» PROBLEM REQUIREMENTS
Although the records contain pictures, repeat only the text of every line exactly.

» DATA SUPPLIED
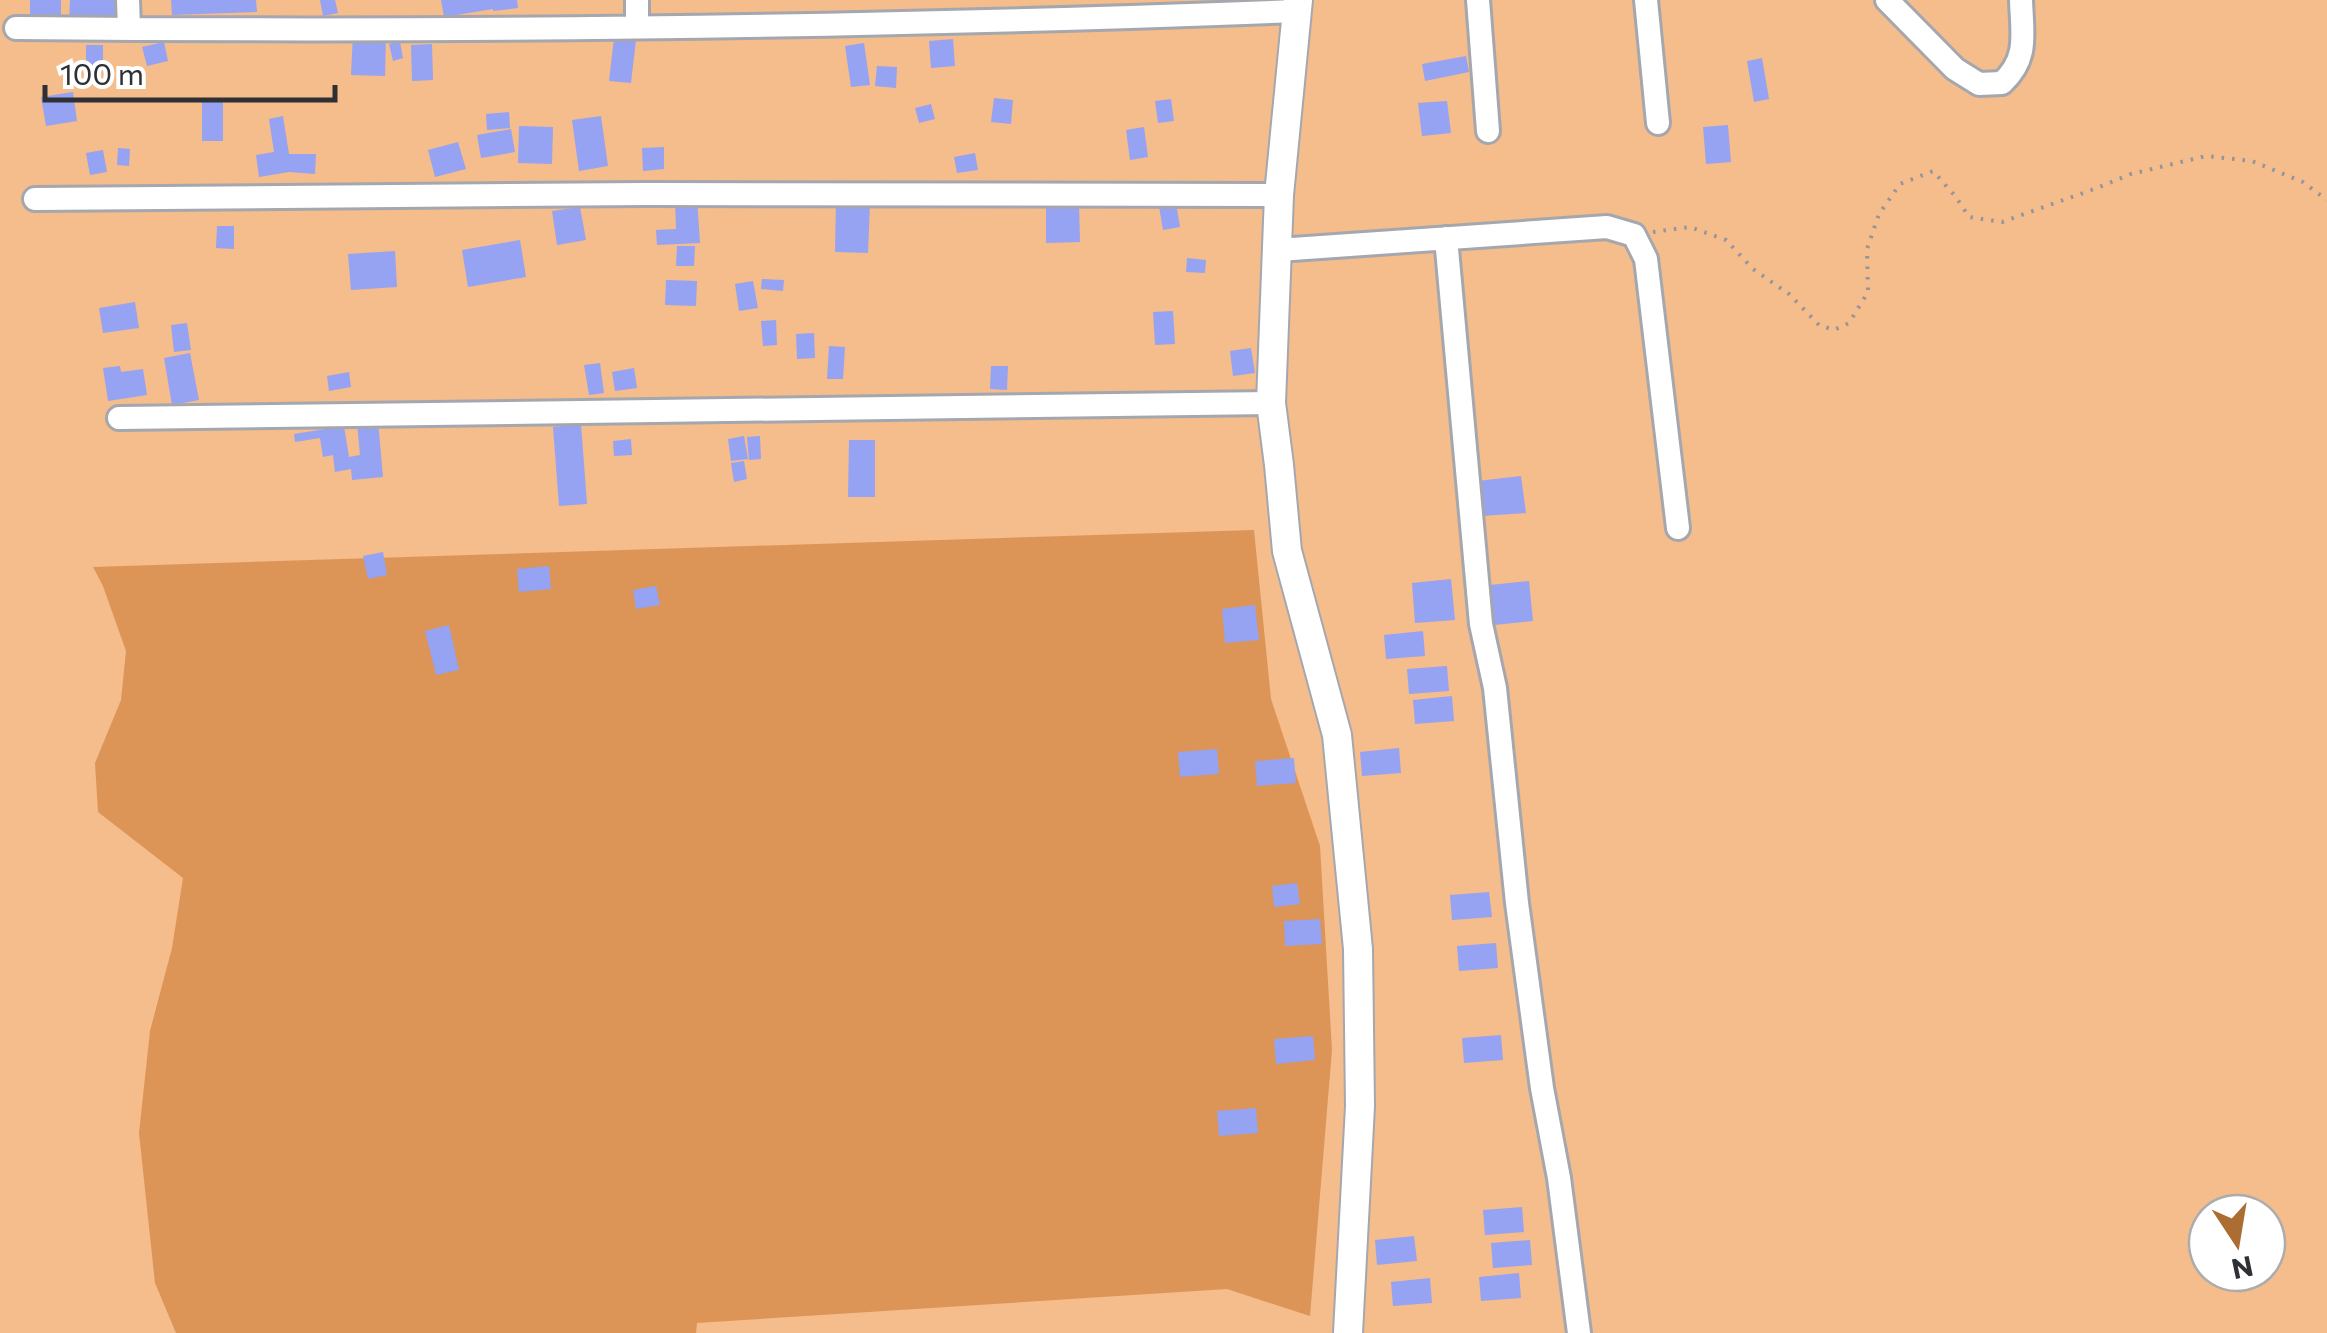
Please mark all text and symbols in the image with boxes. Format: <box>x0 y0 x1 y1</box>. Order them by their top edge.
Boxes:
scale bar <box>45 40 335 102</box>
text: 100 m <box>60 54 144 91</box>
north arrow <box>2187 1193 2287 1293</box>
text: N <box>2229 1250 2256 1287</box>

» REPLY
Please mark all text and symbols in the image with boxes. Format: <box>x0 y0 x1 y1</box>. Order them by their top edge.
Boxes:
scale bar <box>45 40 335 102</box>
text: 100 m <box>60 54 144 91</box>
north arrow <box>2187 1193 2287 1293</box>
text: N <box>2229 1250 2256 1287</box>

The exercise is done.